I once stayed for a month in a small town in the foothills of the Himalayas. Every morning, I went to one café in town, and every morning, I had the same waitress, a young woman with kindness in her eyes. One day, when I had been there a few weeks, we began to talk,
What I found remarkably clever about this novel is that it takes the ‘Old Man Telling Tales’ trope and makes it a modern road to enlightenment, but on a child friendly level.
It has a structure that includes not only story within a story as Taylor tells the children origin of objects from his adventures there is the Nested Story structure where he retells the stories he has collected from people he has met and often these are second or third hand stories too about parents, grandmothers, ancestors or great people.
But this book isn’t so much about the reliability of the storyteller, the emphasis is switched to the meaningfulness of stories and heritage through the feelings evoked in the child listeners all of whom react and resonate with the stories in different ways. With some stories seeming to be hand picked for reflecting the problems of the children themselves.

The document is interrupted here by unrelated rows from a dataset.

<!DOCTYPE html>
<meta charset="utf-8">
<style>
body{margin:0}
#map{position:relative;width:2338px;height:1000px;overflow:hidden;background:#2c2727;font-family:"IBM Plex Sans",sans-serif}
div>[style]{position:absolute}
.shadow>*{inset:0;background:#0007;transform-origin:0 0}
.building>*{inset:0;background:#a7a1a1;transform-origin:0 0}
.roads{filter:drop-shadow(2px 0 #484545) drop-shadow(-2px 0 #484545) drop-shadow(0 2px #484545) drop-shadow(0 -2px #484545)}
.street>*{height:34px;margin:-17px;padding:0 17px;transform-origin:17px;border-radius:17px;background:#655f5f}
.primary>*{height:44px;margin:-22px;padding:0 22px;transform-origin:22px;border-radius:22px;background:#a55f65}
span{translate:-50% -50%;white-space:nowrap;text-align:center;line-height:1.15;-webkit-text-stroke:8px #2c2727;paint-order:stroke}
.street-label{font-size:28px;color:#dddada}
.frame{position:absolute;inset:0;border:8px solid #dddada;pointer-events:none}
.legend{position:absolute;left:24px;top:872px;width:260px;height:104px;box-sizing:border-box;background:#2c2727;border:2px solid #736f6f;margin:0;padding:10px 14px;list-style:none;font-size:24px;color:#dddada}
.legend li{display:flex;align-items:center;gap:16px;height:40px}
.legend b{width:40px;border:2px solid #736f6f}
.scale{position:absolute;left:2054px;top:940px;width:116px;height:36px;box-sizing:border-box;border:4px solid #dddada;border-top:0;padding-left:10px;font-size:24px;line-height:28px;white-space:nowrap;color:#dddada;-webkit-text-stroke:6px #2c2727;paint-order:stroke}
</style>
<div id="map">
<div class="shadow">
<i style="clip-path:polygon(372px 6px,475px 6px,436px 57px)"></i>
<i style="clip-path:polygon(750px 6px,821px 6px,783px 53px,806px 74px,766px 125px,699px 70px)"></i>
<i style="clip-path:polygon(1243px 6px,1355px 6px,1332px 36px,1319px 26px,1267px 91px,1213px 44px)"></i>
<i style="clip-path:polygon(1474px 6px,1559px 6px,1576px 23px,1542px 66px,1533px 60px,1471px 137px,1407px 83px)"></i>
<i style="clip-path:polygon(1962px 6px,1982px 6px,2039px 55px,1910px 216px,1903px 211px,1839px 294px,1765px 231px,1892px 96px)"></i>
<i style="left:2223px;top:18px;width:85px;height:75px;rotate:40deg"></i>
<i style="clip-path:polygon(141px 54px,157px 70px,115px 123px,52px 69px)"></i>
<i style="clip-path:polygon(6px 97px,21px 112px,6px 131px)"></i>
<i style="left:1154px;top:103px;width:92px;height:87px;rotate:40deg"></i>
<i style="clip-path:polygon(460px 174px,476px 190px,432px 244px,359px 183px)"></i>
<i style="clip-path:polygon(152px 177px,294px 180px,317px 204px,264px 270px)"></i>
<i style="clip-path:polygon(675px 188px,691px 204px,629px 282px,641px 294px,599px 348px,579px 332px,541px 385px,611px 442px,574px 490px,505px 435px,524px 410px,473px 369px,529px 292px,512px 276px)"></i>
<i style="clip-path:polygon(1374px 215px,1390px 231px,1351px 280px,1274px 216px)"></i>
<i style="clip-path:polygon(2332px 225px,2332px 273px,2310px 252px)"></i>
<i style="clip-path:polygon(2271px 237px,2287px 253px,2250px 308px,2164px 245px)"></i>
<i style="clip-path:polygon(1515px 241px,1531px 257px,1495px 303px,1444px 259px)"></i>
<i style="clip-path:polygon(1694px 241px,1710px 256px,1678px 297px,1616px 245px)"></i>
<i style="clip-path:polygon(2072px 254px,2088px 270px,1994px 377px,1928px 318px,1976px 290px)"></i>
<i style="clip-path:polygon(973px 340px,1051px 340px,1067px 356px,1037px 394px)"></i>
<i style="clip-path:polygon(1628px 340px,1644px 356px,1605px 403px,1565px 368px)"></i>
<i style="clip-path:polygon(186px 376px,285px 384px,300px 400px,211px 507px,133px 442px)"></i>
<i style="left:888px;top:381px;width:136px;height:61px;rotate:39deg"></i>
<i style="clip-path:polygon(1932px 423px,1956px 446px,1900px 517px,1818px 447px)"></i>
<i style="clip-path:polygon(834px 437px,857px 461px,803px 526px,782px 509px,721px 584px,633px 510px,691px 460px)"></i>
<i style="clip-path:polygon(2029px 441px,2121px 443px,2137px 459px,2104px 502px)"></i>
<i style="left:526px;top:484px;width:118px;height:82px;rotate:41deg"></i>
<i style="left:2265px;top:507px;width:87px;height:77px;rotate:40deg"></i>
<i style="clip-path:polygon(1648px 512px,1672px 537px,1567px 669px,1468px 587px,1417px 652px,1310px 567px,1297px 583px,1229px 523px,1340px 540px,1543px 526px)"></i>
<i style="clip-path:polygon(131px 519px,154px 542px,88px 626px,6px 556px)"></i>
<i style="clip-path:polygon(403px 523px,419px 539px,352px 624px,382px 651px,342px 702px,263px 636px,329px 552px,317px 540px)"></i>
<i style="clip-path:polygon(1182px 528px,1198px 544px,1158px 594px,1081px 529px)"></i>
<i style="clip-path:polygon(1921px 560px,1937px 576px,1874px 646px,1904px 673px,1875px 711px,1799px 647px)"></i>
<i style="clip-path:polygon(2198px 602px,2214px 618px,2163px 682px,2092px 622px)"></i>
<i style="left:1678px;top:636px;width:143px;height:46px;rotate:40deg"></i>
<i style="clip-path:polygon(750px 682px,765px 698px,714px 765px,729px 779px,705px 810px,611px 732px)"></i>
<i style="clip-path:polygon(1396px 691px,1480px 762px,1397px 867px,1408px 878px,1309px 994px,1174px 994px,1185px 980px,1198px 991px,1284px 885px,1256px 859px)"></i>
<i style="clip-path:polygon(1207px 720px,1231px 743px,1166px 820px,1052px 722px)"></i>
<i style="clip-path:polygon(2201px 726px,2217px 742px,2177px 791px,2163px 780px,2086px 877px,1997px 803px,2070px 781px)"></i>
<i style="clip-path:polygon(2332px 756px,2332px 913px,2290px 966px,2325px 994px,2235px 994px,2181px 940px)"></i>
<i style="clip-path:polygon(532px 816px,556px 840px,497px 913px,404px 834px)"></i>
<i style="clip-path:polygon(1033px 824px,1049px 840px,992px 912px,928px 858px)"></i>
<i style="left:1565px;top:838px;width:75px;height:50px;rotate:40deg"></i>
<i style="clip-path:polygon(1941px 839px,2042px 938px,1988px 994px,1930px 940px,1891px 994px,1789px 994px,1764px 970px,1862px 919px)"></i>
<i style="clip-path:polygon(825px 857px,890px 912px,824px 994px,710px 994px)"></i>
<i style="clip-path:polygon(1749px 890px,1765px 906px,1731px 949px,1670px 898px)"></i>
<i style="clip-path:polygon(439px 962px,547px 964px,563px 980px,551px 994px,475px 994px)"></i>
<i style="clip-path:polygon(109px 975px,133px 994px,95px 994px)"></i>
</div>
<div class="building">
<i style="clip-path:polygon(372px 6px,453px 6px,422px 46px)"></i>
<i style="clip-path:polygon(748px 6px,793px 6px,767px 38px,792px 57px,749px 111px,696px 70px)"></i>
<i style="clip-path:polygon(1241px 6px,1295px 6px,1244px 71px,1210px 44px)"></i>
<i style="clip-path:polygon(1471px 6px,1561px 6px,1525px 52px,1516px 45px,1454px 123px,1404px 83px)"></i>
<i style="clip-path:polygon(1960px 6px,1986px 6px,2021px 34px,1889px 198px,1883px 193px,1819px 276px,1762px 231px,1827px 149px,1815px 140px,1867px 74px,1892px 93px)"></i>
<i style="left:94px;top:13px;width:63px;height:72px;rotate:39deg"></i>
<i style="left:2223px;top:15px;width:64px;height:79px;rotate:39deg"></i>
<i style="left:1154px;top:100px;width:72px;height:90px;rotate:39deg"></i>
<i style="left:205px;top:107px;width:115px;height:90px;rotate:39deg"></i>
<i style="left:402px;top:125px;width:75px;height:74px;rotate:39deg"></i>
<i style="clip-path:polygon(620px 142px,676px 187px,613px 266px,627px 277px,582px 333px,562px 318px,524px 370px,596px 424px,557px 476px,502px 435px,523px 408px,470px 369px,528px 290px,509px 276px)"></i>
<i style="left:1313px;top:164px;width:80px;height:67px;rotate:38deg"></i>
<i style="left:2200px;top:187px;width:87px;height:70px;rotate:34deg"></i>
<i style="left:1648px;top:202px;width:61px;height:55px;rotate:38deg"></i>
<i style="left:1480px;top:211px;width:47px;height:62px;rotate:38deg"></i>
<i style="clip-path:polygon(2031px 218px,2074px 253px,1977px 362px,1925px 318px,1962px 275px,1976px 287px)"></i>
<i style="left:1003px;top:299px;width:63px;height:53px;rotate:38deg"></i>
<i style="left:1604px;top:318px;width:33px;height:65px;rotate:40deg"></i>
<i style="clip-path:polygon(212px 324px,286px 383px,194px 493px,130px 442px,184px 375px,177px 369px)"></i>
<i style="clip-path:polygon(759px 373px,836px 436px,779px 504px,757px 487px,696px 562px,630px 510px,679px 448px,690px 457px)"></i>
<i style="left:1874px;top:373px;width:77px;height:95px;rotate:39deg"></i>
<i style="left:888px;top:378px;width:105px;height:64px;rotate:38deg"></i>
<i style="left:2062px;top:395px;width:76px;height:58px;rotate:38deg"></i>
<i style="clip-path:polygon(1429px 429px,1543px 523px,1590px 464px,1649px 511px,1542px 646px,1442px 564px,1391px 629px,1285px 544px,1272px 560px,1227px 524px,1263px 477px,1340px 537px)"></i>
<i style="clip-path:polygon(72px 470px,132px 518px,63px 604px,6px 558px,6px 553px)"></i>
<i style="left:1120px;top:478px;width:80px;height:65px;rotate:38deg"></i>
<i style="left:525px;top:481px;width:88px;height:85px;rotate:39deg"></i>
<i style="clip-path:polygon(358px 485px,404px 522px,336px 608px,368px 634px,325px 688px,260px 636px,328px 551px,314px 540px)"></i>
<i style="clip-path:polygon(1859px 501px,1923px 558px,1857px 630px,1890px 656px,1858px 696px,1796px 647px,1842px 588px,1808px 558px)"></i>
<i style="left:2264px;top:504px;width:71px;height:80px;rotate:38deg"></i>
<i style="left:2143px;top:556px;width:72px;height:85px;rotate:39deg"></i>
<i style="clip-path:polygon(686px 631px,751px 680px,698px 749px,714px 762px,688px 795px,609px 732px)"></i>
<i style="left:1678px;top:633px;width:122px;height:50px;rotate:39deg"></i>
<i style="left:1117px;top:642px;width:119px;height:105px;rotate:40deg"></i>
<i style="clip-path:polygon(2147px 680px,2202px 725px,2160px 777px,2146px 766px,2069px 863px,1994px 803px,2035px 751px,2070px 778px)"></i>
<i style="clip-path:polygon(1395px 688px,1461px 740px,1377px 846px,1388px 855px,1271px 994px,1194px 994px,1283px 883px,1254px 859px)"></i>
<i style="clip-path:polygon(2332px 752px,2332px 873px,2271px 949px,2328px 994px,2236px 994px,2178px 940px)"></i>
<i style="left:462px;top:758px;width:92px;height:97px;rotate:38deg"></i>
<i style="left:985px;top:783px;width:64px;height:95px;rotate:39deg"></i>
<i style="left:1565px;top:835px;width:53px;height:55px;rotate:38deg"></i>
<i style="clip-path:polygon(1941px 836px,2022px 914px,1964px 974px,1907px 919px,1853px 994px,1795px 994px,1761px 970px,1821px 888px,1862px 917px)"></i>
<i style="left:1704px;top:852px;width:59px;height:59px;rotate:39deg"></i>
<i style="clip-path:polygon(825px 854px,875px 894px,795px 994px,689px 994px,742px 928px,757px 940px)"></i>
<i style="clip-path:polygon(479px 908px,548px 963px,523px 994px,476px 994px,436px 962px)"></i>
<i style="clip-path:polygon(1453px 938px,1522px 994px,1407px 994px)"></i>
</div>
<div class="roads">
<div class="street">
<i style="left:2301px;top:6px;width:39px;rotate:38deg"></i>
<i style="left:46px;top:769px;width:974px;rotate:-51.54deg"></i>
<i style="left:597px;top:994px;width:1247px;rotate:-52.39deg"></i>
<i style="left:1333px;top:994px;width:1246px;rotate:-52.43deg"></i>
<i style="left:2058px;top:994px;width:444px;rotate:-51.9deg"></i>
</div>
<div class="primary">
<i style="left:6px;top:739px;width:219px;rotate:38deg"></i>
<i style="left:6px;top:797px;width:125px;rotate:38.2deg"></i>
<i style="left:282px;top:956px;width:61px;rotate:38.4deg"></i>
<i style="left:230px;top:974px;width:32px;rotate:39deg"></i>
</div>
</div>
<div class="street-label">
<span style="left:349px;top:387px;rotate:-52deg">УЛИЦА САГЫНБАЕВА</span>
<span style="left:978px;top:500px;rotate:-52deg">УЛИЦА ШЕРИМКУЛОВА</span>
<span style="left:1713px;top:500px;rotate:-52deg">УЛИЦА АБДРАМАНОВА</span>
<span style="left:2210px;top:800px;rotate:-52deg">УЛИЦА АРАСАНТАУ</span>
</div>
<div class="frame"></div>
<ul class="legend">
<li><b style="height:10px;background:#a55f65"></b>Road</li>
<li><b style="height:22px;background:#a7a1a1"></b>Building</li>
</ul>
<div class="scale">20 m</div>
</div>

I gazed up at the light trickling down through the leaves of the August soak. Its branches were hung with clumps of wiry brown stuff that Sammy said was called Spanish Moss. The light made it glow. It reminded me of that old fairy tale mum used to read me, the one with the princess who weaves straw unto gold. I wondered if mum had ever sat in the exact same bench and thought the exact same thing.
Miranda’s experience on the Isle is beautifully evocative of long hot summers of nostalgic children’s books of the past, the Stand by Me and Now and Then of the book world (and Oh my goodness I’ve remembered how much I loved Now & Then and wish SO hard they released it on streaming/blu-ray!!). From the sun screen scented skin to salt sprayed hair and the taste of ice cream in interesting flavours from honeysuckle to goats cheese.
There’s clearly nods from the heritage of Judy Blume novels from the struggles in school to the blossoming crushes reminding me of Just As Long As We’re Together for example but with a much more gentle innocence than Blume.
Overall this is such a wonderful atmospheric and beautiful book about secrets, lies, broken & bruised hearts & hope, such wistful hope.
The Secret Summer by Ali Standish is published by Orchard Books. I received this book through a review scheme this has not affected my opinion.